PROVIDED DATA:
*** Block opens ***
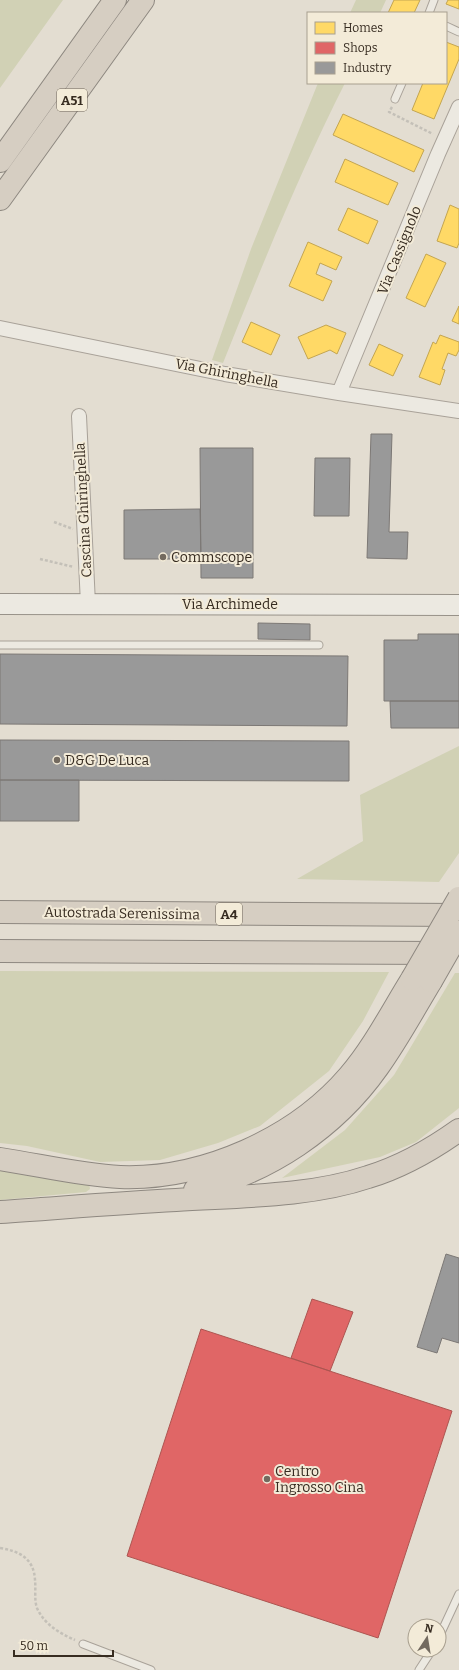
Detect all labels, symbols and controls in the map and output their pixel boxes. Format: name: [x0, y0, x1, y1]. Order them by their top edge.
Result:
legend: [307, 12, 447, 84]
text: Homes: [343, 21, 383, 35]
text: Shops: [343, 41, 378, 55]
text: Industry: [343, 61, 392, 75]
road number: A51: [57, 89, 87, 111]
street label: Via Cassignolo: [374, 203, 425, 297]
street label: Via Ghiringhella: [174, 355, 280, 392]
street label: Cascina Ghiringhella: [71, 442, 96, 578]
place label: Commscope: [171, 549, 252, 566]
marker: Commscope: [158, 552, 168, 562]
street label: Via Archimede: [182, 596, 278, 613]
place label: D&G De Luca: [65, 752, 149, 769]
marker: D&G De Luca: [52, 755, 62, 765]
road number: A4: [216, 903, 242, 925]
street label: Autostrada Serenissima: [44, 904, 200, 923]
place label: Centro Ingrosso Cina: [275, 1463, 364, 1496]
marker: Centro Ingrosso Cina: [262, 1474, 272, 1484]
north arrow: [407, 1618, 447, 1658]
text: N: [423, 1621, 435, 1636]
scale bar: [14, 1632, 113, 1658]
text: 50 m: [20, 1639, 49, 1653]

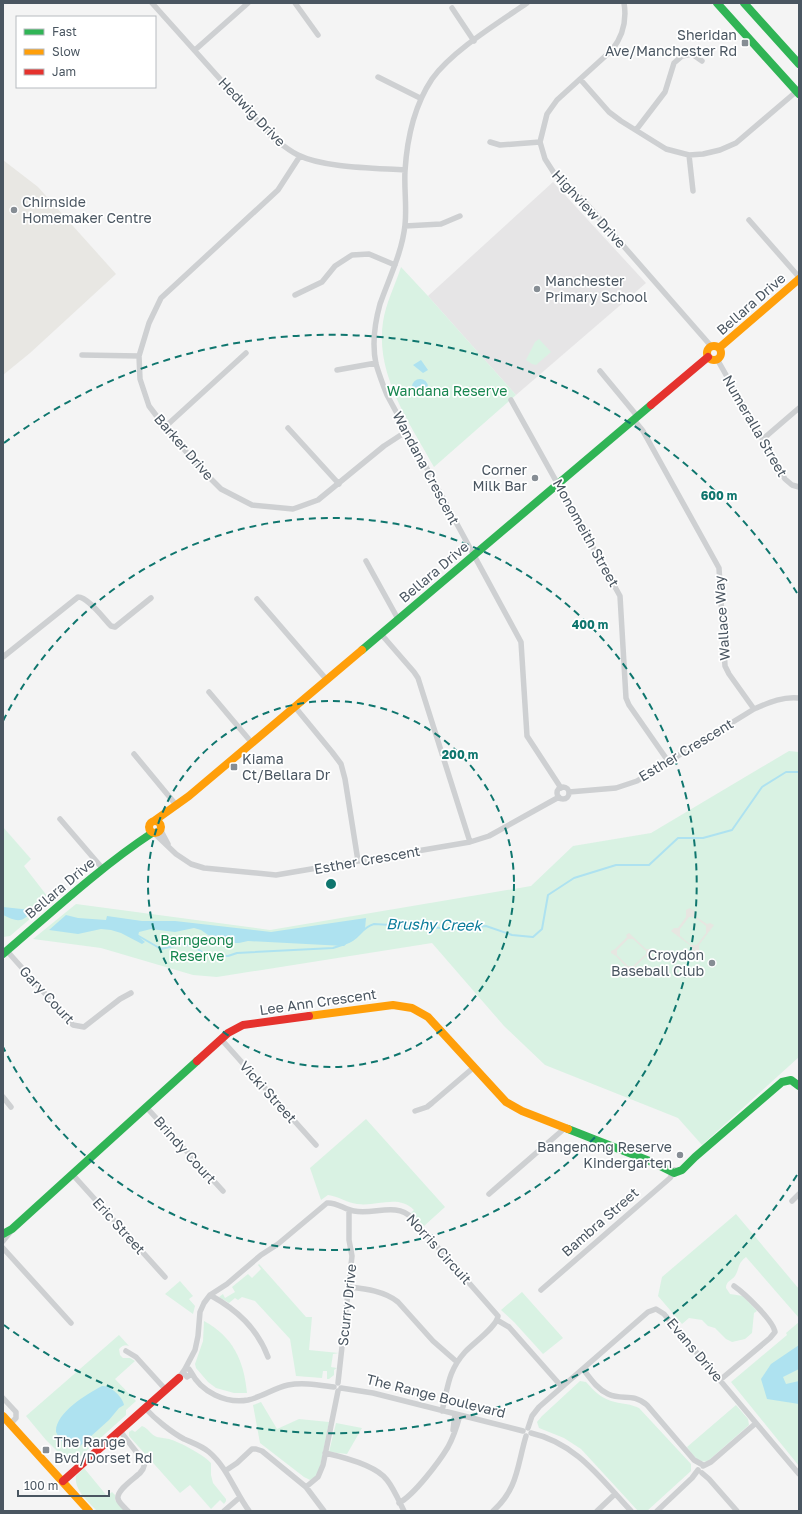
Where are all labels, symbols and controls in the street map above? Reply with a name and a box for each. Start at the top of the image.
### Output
legend [16,16,156,88]
text: Fast [52,24,77,39]
place label: Sheridan Ave/Manchester Rd [605,26,737,59]
marker: Sheridan Ave/Manchester Rd [740,38,750,48]
text: Slow [52,44,80,59]
text: Jam [52,64,76,79]
street label: Hedwig Drive [215,74,289,150]
street label: Highview Drive [549,166,630,251]
place label: Chirnside Homemaker Centre [22,193,152,226]
marker: Chirnside Homemaker Centre [9,205,19,215]
street label: Bellara Drive [713,269,789,338]
place label: Manchester Primary School [545,272,647,305]
marker: Manchester Primary School [532,284,542,294]
street label: Numeralla Street [719,372,791,480]
park label: Wandana Reserve [387,382,507,399]
street label: Wandana Crescent [389,408,464,527]
street label: Barker Drive [151,410,218,483]
place label: Corner Milk Bar [473,461,528,494]
marker: Corner Milk Bar [530,473,540,483]
street label: Monomeith Street [550,476,623,590]
text: 600 m [701,488,737,503]
street label: Bellara Drive [395,538,472,606]
street label: Wallace Way [710,575,733,661]
text: 400 m [572,617,608,632]
street label: Esther Crescent [635,715,736,785]
text: 200 m [442,747,478,762]
place label: Kiama Ct/Bellara Dr [242,750,331,783]
marker: Kiama Ct/Bellara Dr [229,762,239,772]
street label: Esther Crescent [313,842,421,877]
street label: Bellara Drive [21,854,98,922]
centre of rings [324,877,338,891]
water label: Brushy Creek [386,914,484,935]
park label: Barngeong Reserve [160,931,234,964]
place label: Croydon Baseball Club [611,946,704,979]
marker: Croydon Baseball Club [707,958,717,968]
street label: Gary Court [16,962,78,1027]
street label: Lee Ann Crescent [258,985,377,1018]
street label: Vicki Street [236,1057,301,1126]
street label: Brindy Court [151,1112,220,1187]
place label: Bangenong Reserve Kindergarten [537,1138,672,1171]
marker: Bangenong Reserve Kindergarten [675,1150,685,1160]
street label: Bambra Street [558,1184,642,1260]
street label: Eric Street [90,1194,149,1257]
street label: Norris Circuit [403,1210,475,1287]
street label: Scurry Drive [334,1263,359,1347]
street label: Evans Drive [664,1314,727,1385]
street label: The Range Boulevard [365,1370,507,1421]
place label: The Range Bvd/Dorset Rd [54,1433,152,1466]
marker: The Range Bvd/Dorset Rd [41,1445,51,1455]
scale bar [18,1472,109,1498]
text: 100 m [24,1478,58,1493]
*** Block closes ***
PROBLEM DETAILS:
Repeat the listing above exactly, omitting the pictures it contains.

SOLUTION BELOW:
Detect all labels, symbols and controls in the map and output their pixel boxes. Format: name: [x0, y0, x1, y1]. Order them by their top edge.
Result:
legend: [307, 12, 447, 84]
text: Homes: [343, 21, 383, 35]
text: Shops: [343, 41, 378, 55]
text: Industry: [343, 61, 392, 75]
road number: A51: [57, 89, 87, 111]
street label: Via Cassignolo: [374, 203, 425, 297]
street label: Via Ghiringhella: [174, 355, 280, 392]
street label: Cascina Ghiringhella: [71, 442, 96, 578]
place label: Commscope: [171, 549, 252, 566]
marker: Commscope: [158, 552, 168, 562]
street label: Via Archimede: [182, 596, 278, 613]
place label: D&G De Luca: [65, 752, 149, 769]
marker: D&G De Luca: [52, 755, 62, 765]
road number: A4: [216, 903, 242, 925]
street label: Autostrada Serenissima: [44, 904, 200, 923]
place label: Centro Ingrosso Cina: [275, 1463, 364, 1496]
marker: Centro Ingrosso Cina: [262, 1474, 272, 1484]
north arrow: [407, 1618, 447, 1658]
text: N: [423, 1621, 435, 1636]
scale bar: [14, 1632, 113, 1658]
text: 50 m: [20, 1639, 49, 1653]

Where are all labels, symbols and controls in the street map above? Reply with a name and a box for each. Start at the top of the image.
### Output
legend [16,16,156,88]
text: Fast [52,24,77,39]
place label: Sheridan Ave/Manchester Rd [605,26,737,59]
marker: Sheridan Ave/Manchester Rd [740,38,750,48]
text: Slow [52,44,80,59]
text: Jam [52,64,76,79]
street label: Hedwig Drive [215,74,289,150]
street label: Highview Drive [549,166,630,251]
place label: Chirnside Homemaker Centre [22,193,152,226]
marker: Chirnside Homemaker Centre [9,205,19,215]
street label: Bellara Drive [713,269,789,338]
place label: Manchester Primary School [545,272,647,305]
marker: Manchester Primary School [532,284,542,294]
street label: Numeralla Street [719,372,791,480]
park label: Wandana Reserve [387,382,507,399]
street label: Wandana Crescent [389,408,464,527]
street label: Barker Drive [151,410,218,483]
place label: Corner Milk Bar [473,461,528,494]
marker: Corner Milk Bar [530,473,540,483]
street label: Monomeith Street [550,476,623,590]
text: 600 m [701,488,737,503]
street label: Bellara Drive [395,538,472,606]
street label: Wallace Way [710,575,733,661]
text: 400 m [572,617,608,632]
street label: Esther Crescent [635,715,736,785]
text: 200 m [442,747,478,762]
place label: Kiama Ct/Bellara Dr [242,750,331,783]
marker: Kiama Ct/Bellara Dr [229,762,239,772]
street label: Esther Crescent [313,842,421,877]
street label: Bellara Drive [21,854,98,922]
centre of rings [324,877,338,891]
water label: Brushy Creek [386,914,484,935]
park label: Barngeong Reserve [160,931,234,964]
place label: Croydon Baseball Club [611,946,704,979]
marker: Croydon Baseball Club [707,958,717,968]
street label: Gary Court [16,962,78,1027]
street label: Lee Ann Crescent [258,985,377,1018]
street label: Vicki Street [236,1057,301,1126]
street label: Brindy Court [151,1112,220,1187]
place label: Bangenong Reserve Kindergarten [537,1138,672,1171]
marker: Bangenong Reserve Kindergarten [675,1150,685,1160]
street label: Bambra Street [558,1184,642,1260]
street label: Eric Street [90,1194,149,1257]
street label: Norris Circuit [403,1210,475,1287]
street label: Scurry Drive [334,1263,359,1347]
street label: Evans Drive [664,1314,727,1385]
street label: The Range Boulevard [365,1370,507,1421]
place label: The Range Bvd/Dorset Rd [54,1433,152,1466]
marker: The Range Bvd/Dorset Rd [41,1445,51,1455]
scale bar [18,1472,109,1498]
text: 100 m [24,1478,58,1493]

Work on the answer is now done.